В девятой главе Ритсон поместил подробный перечень «прежних и современных наций и личностей, которые исключительно существовали растительной пищей». В числе других приведены некоторые из наиболее знаменитых древних греческих и латинских философов, а также многие современные автору путешественники, подобные Вольнею и Спарману. Основную важность представляют сведения, сообщаемые сэром Ф. М. Эден в своей книге «Положение бедных», который, сравнивая питание бедных в различных частях Великобритании, доказывает, что мясо почти не употребляется и, во всяком случае, не употреблялось ими в пищу. Факт этот, до сих пор еще действительный относительно земледельческих округов, не только очевиден для поверхностного наблюдателя, но и подтверждается официальными данными.
Из отдельных случаев, приводимых автором, наибольший интерес представляют два примера, а именно: Джона Уилльямсона (открывшего знаменитый железистый источник); он почти достиг столетнего возраста и в последние пятьдесят лет своей жизни воздерживался от всякой мясной пищи13, а затем — Джона Освальда, автора «Крика природы». В этой части своего труда Ритсон рассказывает историю своего собственного обращения и диетических опытов, а также историю обращения известного издателя своих сочинений м-ра Р. Филлипса.
LII
НИКОЛЬСОН
1760-1825
В числе наименее известных и в то же время наиболее почтенных защитников прав животных на жизнь и предвестников рассвета лучшего дня заслуживает особого внимания и уважения скромный йоркширский типографщик, который принял на себя непопулярный и благородный труд заявить миру о бедствиях и страданиях низших нечеловеческих существ. Он имеет, кроме того, право на признательность потомства, как первый организатор общедоступной литературы, отличавшейся как достоинством, так и поучительностью содержания, и, благодаря своей дешевизне и мелкому формату, имевшей самое широкое распространение.

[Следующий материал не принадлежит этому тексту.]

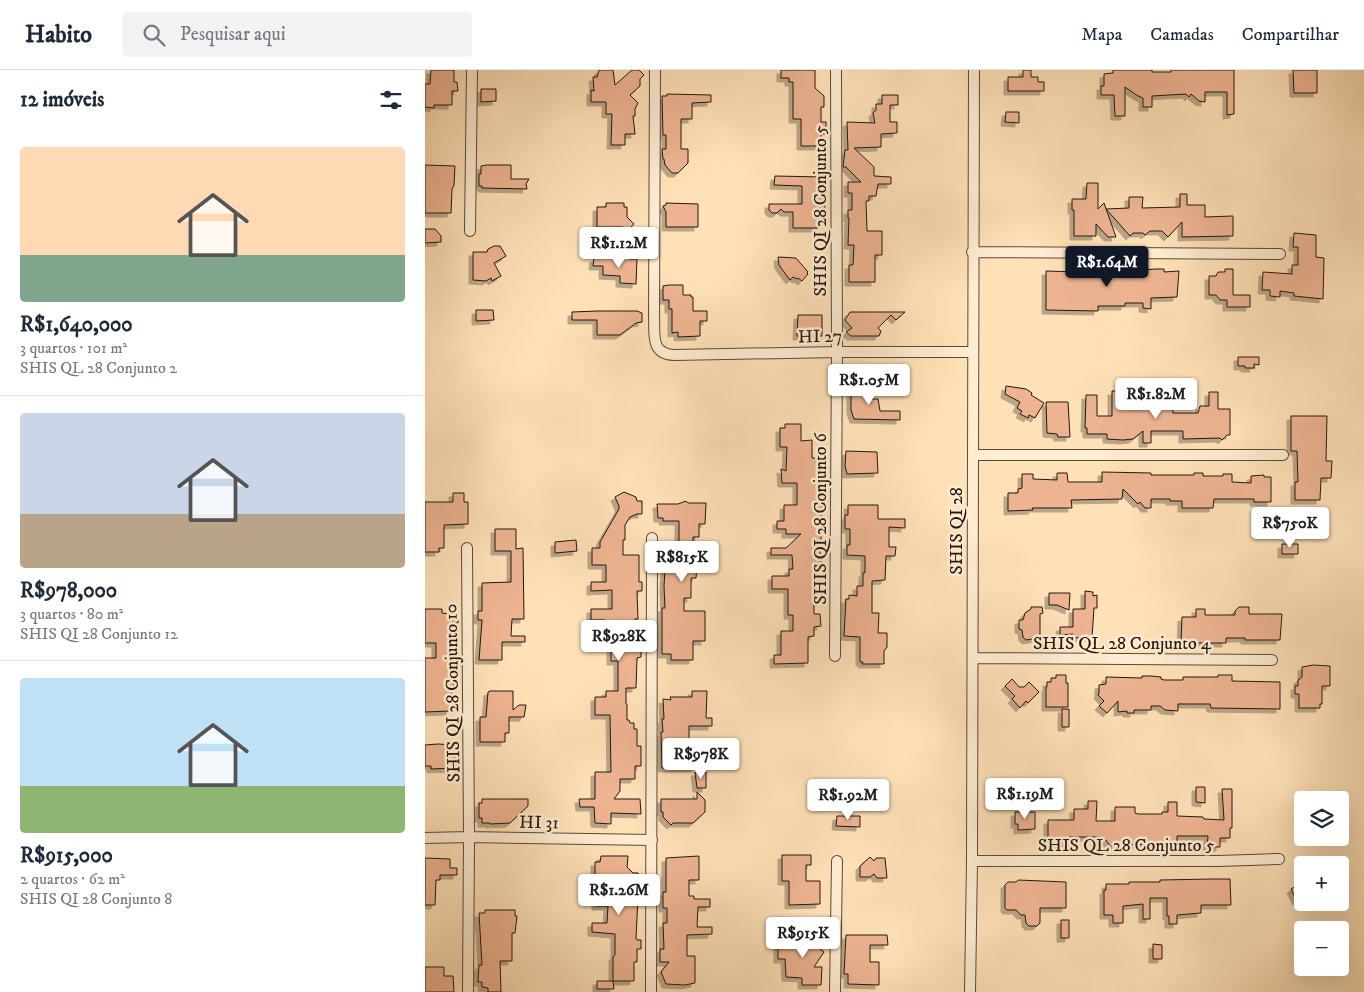 <!DOCTYPE html>
<html lang="pt">
<meta charset="utf-8">
<style>
:root{--surface:#fff;--page:#f2f2f3;--text:#1f2937;--muted:#747a83;--line:#e0e1e3;--accent:#111827}
body{margin:0;font-family:"IM FELL DW Pica",serif;background:var(--page);color:var(--text);height:100vh;display:flex;flex-direction:column;font-size:19px;white-space:nowrap}
*{box-sizing:border-box;margin:0}
p{font-size:16px;color:var(--muted)}
.icon{flex:none;width:28px;height:28px;fill:none;stroke:currentColor;stroke-width:2;stroke-linecap:round;stroke-linejoin:round}
.map{position:relative;flex:1;overflow:hidden}
.details{display:flex;flex-direction:column;background:var(--surface);width:425px}
.details>*{flex:none}
.fabs{position:absolute;left:869px;top:721px;display:grid;gap:10px}
.fabs a{display:grid;place-items:center;width:55px;height:55px;border-radius:5px;background:var(--surface);box-shadow:0 5px 20px #0002;font-size:25px}
.price{position:absolute;translate:-50% -42px;padding:0 11px;border-radius:5px;background:#fff;color:#222;font-size:16px;line-height:32px;filter:drop-shadow(0 1px 2px #0008)}
.price::after{content:'';position:absolute;left:50%;top:30px;width:15px;height:11px;margin-left:-8px;background:inherit;clip-path:polygon(0 0,100% 0,50% 100%)}
.price.selected{background:var(--accent);color:#fff}
ul{padding:0;list-style:none}
li{display:grid;align-content:center;gap:10px;height:265px;padding:0 20px}
li+li{border-top:1px solid var(--line)}
li span{display:grid;place-items:center;height:155px;border-radius:5px;color:#555}
li>.icon{margin-inline-start:auto}
span .icon{width:90px;height:90px;fill:#fffc;stroke-width:1}
li b{font-size:21px}
h2{display:flex;justify-content:space-between;align-items:center;height:60px;padding:0 20px;font-size:21px}
header{display:flex;align-items:center;gap:30px;box-sizing:border-box;height:70px;padding:0 25px;background:var(--surface);border-bottom:1px solid var(--line)}
header strong{font-size:24px}
nav{display:flex;gap:28px;margin-inline-start:auto;font-size:18px}
.search{width:350px;height:45px;background:var(--page);display:flex;align-items:center;gap:12px;box-sizing:border-box;padding:0 18px;border-radius:5px;color:var(--muted);font-size:19px}
main{display:flex;flex:1;min-height:0}
.map>svg:first-child{display:block}
.building{fill:#eeb492;stroke:#21170f;filter:url(#shadow)}
.lines{fill:none;stroke-linecap:round;stroke-linejoin:round}
.street-casing{stroke:#584a39;stroke-width:12}
.street{stroke:#ffecd1;stroke-width:10}
.labels{text-anchor:middle;stroke-width:5;stroke-linejoin:round;paint-order:stroke}
.street-label{font-size:18px;fill:#21170f;stroke:#ffecd1}
</style>
<header>
<strong>Habito</strong>
<div class="search"><svg class="icon" aria-label="search" viewBox="0 0 24 24"><circle cx="10" cy="10" r="6"/><path d="M15 15l6 6"/></svg>Pesquisar aqui</div>
<nav><a>Mapa</a><a>Camadas</a><a>Compartilhar</a></nav>
</header>
<main>
<section class="details">
<h2>12 imóveis<svg class="icon" aria-label="filters" viewBox="0 0 24 24"><path d="M4 7h16M4 17h16"/><circle cx="9" cy="7" r="2"/><circle cx="15" cy="17" r="2"/></svg></h2>
<ul>
<li><span style="background:linear-gradient(#ffd9b3 70%,#7fa58c 0)"><svg class="icon" aria-label="home" viewBox="0 0 24 24"><path d="M3 11l9-7 9 7M6 9v11h12V9"/></svg></span><div><b>R$1,640,000</b><p>3 quartos · 101 m²</p><p>SHIS QL 28 Conjunto 2</p></div></li>
<li><span style="background:linear-gradient(#c9d6e8 65%,#b9a48a 0)"><svg class="icon" aria-label="home" viewBox="0 0 24 24"><path d="M3 11l9-7 9 7M6 9v11h12V9"/></svg></span><div><b>R$978,000</b><p>3 quartos · 80 m²</p><p>SHIS QI 28 Conjunto 12</p></div></li>
<li><span style="background:linear-gradient(#bfe0f5 70%,#8fb573 0)"><svg class="icon" aria-label="home" viewBox="0 0 24 24"><path d="M3 11l9-7 9 7M6 9v11h12V9"/></svg></span><div><b>R$915,000</b><p>2 quartos · 62 m²</p><p>SHIS QI 28 Conjunto 8</p></div></li>
</ul>
</section>
<div class="map">
<svg width="939" height="922" viewBox="0 0 939 922">
<defs>
<filter id="shadow"><feDropShadow dx="-4" dy="4" stdDeviation="0" flood-color="#0004"/></filter>
</defs>
<rect width="100%" height="100%" fill="#ffe1b8"/>
<filter id="stains"><feTurbulence type="fractalNoise" baseFrequency=".004" numOctaves="4"/><feColorMatrix values="0 0 0 0 .2 0 0 0 0 .09 0 0 0 0 .02 0 0 0 .5 -.17"/></filter>
<radialGradient id="worn" r=".72"><stop offset=".6" stop-color="#630" stop-opacity="0"/><stop offset="1" stop-color="#630" stop-opacity=".3"/></radialGradient>
<!-- building -->
<path class="building" d="M6 0H29V12H32L33 21H27V35H9V38L0 37V14H5Z
M174 0H188L190 15 207 0H214L219 5 215 9V16L205 25 213 33 210 39V46H208L210 64H200V75H186L187 44H181V32H166V20L169 21 168 7H172Z
M356 0H390V18L399 26V37H396V52H401V64H396V76H376V49H368V12H364V8H356Z
M598 0H606V7H613V12H619V21H583V7H598Z
M688 0H727V2H746V0H809V44L802 45V22H780V32L774 31 766 24 764 27 761 24 727 26V37H718V28L713 26 700 17V46H690L689 25H676V16H679V4L688 3Z
M868 0H892V23H869Z
M56 19H71V31L56 32Z
M242 24 286 25V32L267 33V49H256V79H263V93L253 103H247L240 95 239 89H238L237 79H241V65H238L237 26H242Z
M457 25H473V35H465V52H472V63L456 64V77L429 78 449 97V106L466 107V114H453L451 126H444V131H441L442 161H457V185H450V212H424V195H428L429 175H423L424 148H423V140H427V123H423V112H436L421 97H418L420 80H423L422 52 450 53 448 43 451 40V34H457Z
M581 42H594V53L580 52Z
M0 95 30 96 29 115 27 119 26 143H0Z
M62 95H86V109H104L101 114 102 119 57 118V116H54V104H56V96Z
M350 106 399 107 400 147H395V156L393 158H368V142H359L356 139 352 143H347L344 140V134H377V116L349 115Z
M662 113H673V139L679 133 691 167H683L671 154V166H649V140H647V129H661Z
M755 124H762V135H780V147L808 146V166L757 167V152L743 167 737 161H725L720 165 718 163H708L705 166 681 139 704 138V127H718L717 138 755 137Z
M181 133H199V137H202V147L209 154 203 160H198V157H172V137H181Z
M241 133 273 134V157H241V142L238 136 241 135Z
M0 159H10L16 166V172L0 173Z
M869 163 891 165V187L899 188 898 229 869 226V223L855 221V227L845 226V220H837L838 202 867 204V195H873V177H868Z
M69 176H75L81 186 69 193 76 206 67 211 66 208 61 211 48 210V182H62L63 179Z
M202 184 204 189H212L211 214 195 213V206L178 205V196H168L169 188 199 189Z
M353 187 371 188 383 202 382 203 383 204 377 211 373 208 372 209 368 207 365 210 354 195Z
M653 199H700V204H713L714 200 731 199H739V202L754 201 752 227 726 228V239L718 238V233H700V236H673V241L621 240V201L653 202Z
M800 199H808V225H825V237H802V230H795L791 225H784V206H791L793 202H800Z
M244 215H258V225H266V227H268V241H282V251H275V266L253 267V262L247 263V239H244V230H238V216Z
M51 240H68L69 250 51 251Z
M172 241H212L217 243V252L211 253 195 265H172V250H147V242Z
M425 242H480L471 250 466 245 453 258 456 261 454 266H426L421 262 427 258 420 250Z
M373 245H397V266H372Z
M813 287H834V295L829 294V298H820V296H813Z
M581 316 601 319 607 323 606 325 619 333 610 348 604 345 603 348 595 344 597 341 592 338 595 332 580 324Z
M432 317H446V329H453L455 341H475V350L429 349 426 340V318H432Z
M687 321H698V334H717V324H727L726 335H748V343H773L775 336H784V322H793V339H805V365H802L797 370 795 368 758 369V361H726V373H718V361L708 369 698 370 682 369V364H662V358H660L661 325H672V346H687Z
M621 332H643L645 367H633L632 364 622 363Z
M866 346H902L901 391H907L906 408H896L895 430H870V412H873L872 381H866Z
M360 354H376V371L387 370V388H396V407H398L396 470H394L398 511H396V525H389V544H395L396 556 389 557V566L383 567V593L349 594V585H356V561H368V545H363V519H347V506H364V499H368L367 485H346V478H361L376 464H361V459H352V451H359V435H372V413H357L356 399 361 401 362 377H355V358H360Z
M421 381 452 382 453 403 422 404 420 396Z
M677 402 726 403V405H769V403H778V406H798V404H807V412L826 413V406L839 405V407H846V432H829V429H789L788 438H757V431H745V429H726V438H720L715 432 713 434 698 419 697 429 646 430 647 438H607L608 440 583 441V423H593V419L597 418V404H608V409L632 410V403H642L643 412H677Z
M199 422 211 427 212 431H217V444H212L205 447 200 455V470H198V485H214V512H217V521H212L213 549H210V567H216V587L212 588 211 618H201V634H202V650H204L205 653H209V659H212V676H216V696H210V709H195V721L189 729H215L216 744 186 743V754L170 753 169 737H155L154 729H170V702H186L185 645H170V627H181V621H193V591H186V573H183V564H180V550H166V539H187V520L166 521V512H181V495H167V478H175V472L194 439V436L190 427Z
M28 423H39V432H43V454L19 455V478H14V482H0V432H28Z
M261 431 263 433H281L280 454H274V467H268V485H277V494H272L271 508H266V528H259V541H280V571H268V590H246V584H237V538H240L239 516 241 485H254V451H238V448H233L232 434H253Z
M423 435H453V449H480V458L464 457V477H471L470 486H461L460 510 447 511V543H454L453 563H462V577L459 581V594H437L438 592H435V567L419 566 421 529H424V525L432 526V516H438V503H440V486L422 485V475H425V459H420V445H423Z
M70 459H91V479L98 478 99 549H87L86 566H100V572H77V590H54L57 550H53V541H57V513L86 512V481H70Z
M151 470 152 481 130 483V472Z
M857 474H873V484H857Z
M660 521 668 522V526L672 525V538H669L667 567 648 568V564L635 565V557H648V539H660Z
M624 523H645L644 540 632 535H624Z
M606 537H617L618 543 615 544V565L614 568 601 570 598 567 597 560 594 559V550H598L600 543 606 539Z
M814 537H824V544H857L855 570H820V568H801V573H756L757 547H771V539H780V545H810V541Z
M0 539H17V543L33 545V553H31V590H29V616H27L25 641 0 642V588H11V573H0Z
M888 595 905 596V616H897V634H895V638H874V624H870V616H873V610L877 607V597Z
M631 605H641V613H643V637H621V617H622V612H626V608H631Z
M793 605H807V611L855 612V639L786 638 785 634H753V641L740 640 735 636H726V640H709V643H702V641L693 642V631L682 643 674 636 679 631 673 625 674 623V615L681 614V607L717 608V606H726L736 607V609L739 610H758V607H793Z
M587 609 594 617H599L604 612 614 622 603 633 601 631 595 638 587 629 590 626 580 616Z
M65 621H88V640L94 635H101L99 647H84V663H80V672H55V647H61L63 622Z
M267 621H282L281 648H287V656H264V675H270V698H237L236 662H238L237 649H239L238 629 246 630 245 627H267Z
M637 639H644V657H637Z
M13 674 30 675 29 698 6 699V696H0V675Z
M270 702H281V718H272Z
M771 717H780V733L771 732Z
M797 719H807V758H805V768H795V777H782L783 766H752V775L698 774V776H685L681 770 675 771V767H644V777L637 776V770H623V750H649V739H663V731H672L671 751H690V737H710V743L713 744H737V742H743V732H752V746L778 747 779 749 799 750Z
M272 722 280 730V742L268 753H248L246 755 238 747V742H236V729H272Z
M57 729H103V736L85 753 65 754V753H57V748H54V733H57Z
M590 742H610V759L593 760V754H590Z
M412 746H435V757L411 756Z
M357 785H386V795H381V811H395V834L364 835V811H357Z
M176 786H203L202 797 208 803H213L214 810H210L209 826 213 827 211 868 212 870H216V879H212V892H209V911H188L189 919H172V911H188V887L190 885V864L167 862V853H182L183 836H171V827H180V810H172L170 805V792H175Z
M274 786V810H264V826H269V829H285V837H273L272 857H287V864L262 865V886H270V913L260 915 241 914 236 902 244 892H235V879H239L238 853H242V838H238V822H241V788Z
M445 787 449 791 451 788H460L462 808H452L449 804 445 807H435V796Z
M0 788 25 789V798H32V805H15V810H11L10 835H0Z
M786 809H805L806 835H776V843L752 845V854H744V846H742V828H725V849H718V834L698 836V853H688V845H679V820H681V814H704V812H735V810Z
M593 810 641 812V838H615V853L612 856H604L601 853 600 845H596L591 840H582L580 838V815L583 812H591Z
M878 812V828L872 831 866 819Z
M60 840H90V846H92L90 863H87V891H75L76 922H63V918L57 917V912H53L54 895H57L54 843H60Z
M636 850H644V868H636Z
M421 865H462L463 875H445V892H454V915L423 914V904H419Z
M370 866H395V879L399 882 389 897H397L396 915H377V908L361 907 360 889H353V875H367V871H370Z
M728 874 737 875V889H728Z
M0 897H19V906H28L29 922H0Z"/>
<g class="lines">
<defs>
<path id="street" d="M230 0 229 246C230 264 225 284 249 285L412 282H547
M45 161 47 0
M547 182 855 184
M548 385H858
M42 478 44 767 43 922
M410 586 412 282 411 0
M548 588 847 590
M0 768 44 767 227 770
M547 791H793L854 789
M226 922 227 468
M410 922 412 791
M545 922 547 791 549 0"/>
</defs>
<!-- street casing -->
<use href="#street" class="street-casing"/>
<!-- street -->
<use href="#street" class="street"/>
</g>
<g class="labels">
<!-- street labels -->
<g class="street-label">
<text transform="translate(395 141) rotate(-90)" y="6">SHIS QI 28 Conjunto 5</text>
<text transform="translate(395 266) rotate(-1)" y="6">HI 27</text>
<text transform="translate(395 449) rotate(-90)" y="6">SHIS QI 28 Conjunto 6</text>
<text transform="translate(531 461) rotate(-90)" y="6">SHIS QI 28</text>
<text x="697" y="579">SHIS QL 28 Conjunto 4</text>
<text transform="translate(27 623) rotate(-91)" y="6">SHIS QI 28 Conjunto 10</text>
<text transform="translate(114 752) rotate(1)" y="6">HI 31</text>
<text x="701" y="781">SHIS QL 28 Conjunto 5</text>
</g>
</g>
<rect width="100%" height="100%" filter="url(#stains)"/>
<rect width="100%" height="100%" fill="url(#worn)"/>
</svg>
<div class="fabs">
<a><svg class="icon" aria-label="layers" viewBox="0 0 24 24"><path d="M12 4l9 5-9 5-9-5zM3 14l9 5 9-5"/></svg></a>
<a>+</a>
<a>−</a>
</div>
<b class="price" style="left:194px;top:199px">R$1.12M</b>
<b class="price selected" style="left:682px;top:218px">R$1.64M</b>
<b class="price" style="left:444px;top:336px">R$1.05M</b>
<b class="price" style="left:731px;top:350px">R$1.82M</b>
<b class="price" style="left:865px;top:479px">R$750K</b>
<b class="price" style="left:257px;top:513px">R$815K</b>
<b class="price" style="left:194px;top:592px">R$928K</b>
<b class="price" style="left:276px;top:710px">R$978K</b>
<b class="price" style="left:600px;top:750px">R$1.19M</b>
<b class="price" style="left:423px;top:751px">R$1.92M</b>
<b class="price" style="left:194px;top:846px">R$1.26M</b>
<b class="price" style="left:378px;top:889px">R$915K</b>
</div>
</main>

Георг Николсон родился в Брадфорде. В ранней молодости устроил он печатный станок и начал издание своей «Литературной смеси», которая не представляет собой цельного сборника, как можно думать по заглавию, но заключает ряд сборников избранных стихотворений, среди которой встречаются перлы английской литературы. Эти «сборники классических произведений для чтения в гостиной, в домашнем уединении, в вагоне или под тенью деревьев» приобрели большую популярность, и число их дошло до двадцати томов. Полное издание этой книги в настоящее время составляет библиографическую редкость и высоко ценится любителями.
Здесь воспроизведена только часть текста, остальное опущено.